**WHAT YOU ARE ASKED TO DO**
Whenever a line in the material below includes "lists", copy that line.

**INPUT**

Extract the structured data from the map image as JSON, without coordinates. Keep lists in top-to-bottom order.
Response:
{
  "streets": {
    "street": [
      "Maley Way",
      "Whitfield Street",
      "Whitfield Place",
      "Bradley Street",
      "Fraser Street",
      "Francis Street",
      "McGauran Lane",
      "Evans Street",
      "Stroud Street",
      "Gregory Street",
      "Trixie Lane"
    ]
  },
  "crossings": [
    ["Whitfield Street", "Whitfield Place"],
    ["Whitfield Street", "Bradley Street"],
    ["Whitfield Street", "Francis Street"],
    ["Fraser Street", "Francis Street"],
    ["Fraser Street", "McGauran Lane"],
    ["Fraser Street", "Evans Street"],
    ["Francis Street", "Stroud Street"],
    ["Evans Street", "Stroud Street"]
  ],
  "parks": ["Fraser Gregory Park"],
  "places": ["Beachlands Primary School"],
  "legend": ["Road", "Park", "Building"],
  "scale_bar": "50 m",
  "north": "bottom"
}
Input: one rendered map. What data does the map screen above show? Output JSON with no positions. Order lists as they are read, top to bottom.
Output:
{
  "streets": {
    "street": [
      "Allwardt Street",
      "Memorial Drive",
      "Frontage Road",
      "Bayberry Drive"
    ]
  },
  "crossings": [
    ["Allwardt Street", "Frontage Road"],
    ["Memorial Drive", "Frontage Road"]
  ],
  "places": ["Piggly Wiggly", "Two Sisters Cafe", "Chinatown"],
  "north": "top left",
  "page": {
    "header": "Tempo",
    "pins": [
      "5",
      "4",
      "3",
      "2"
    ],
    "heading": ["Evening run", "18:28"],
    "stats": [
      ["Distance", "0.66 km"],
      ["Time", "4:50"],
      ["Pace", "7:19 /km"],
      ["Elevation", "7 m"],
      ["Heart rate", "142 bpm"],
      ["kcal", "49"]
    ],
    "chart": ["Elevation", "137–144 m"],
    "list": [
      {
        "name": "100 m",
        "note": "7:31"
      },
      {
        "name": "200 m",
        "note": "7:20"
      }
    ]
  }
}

**THE ANSWER**
Extract the structured data from the map image as JSON, without coordinates. Keep lists in top-to-bottom order.
Input: one rendered map. What data does the map screen above show? Output JSON with no positions. Order lists as they are read, top to bottom.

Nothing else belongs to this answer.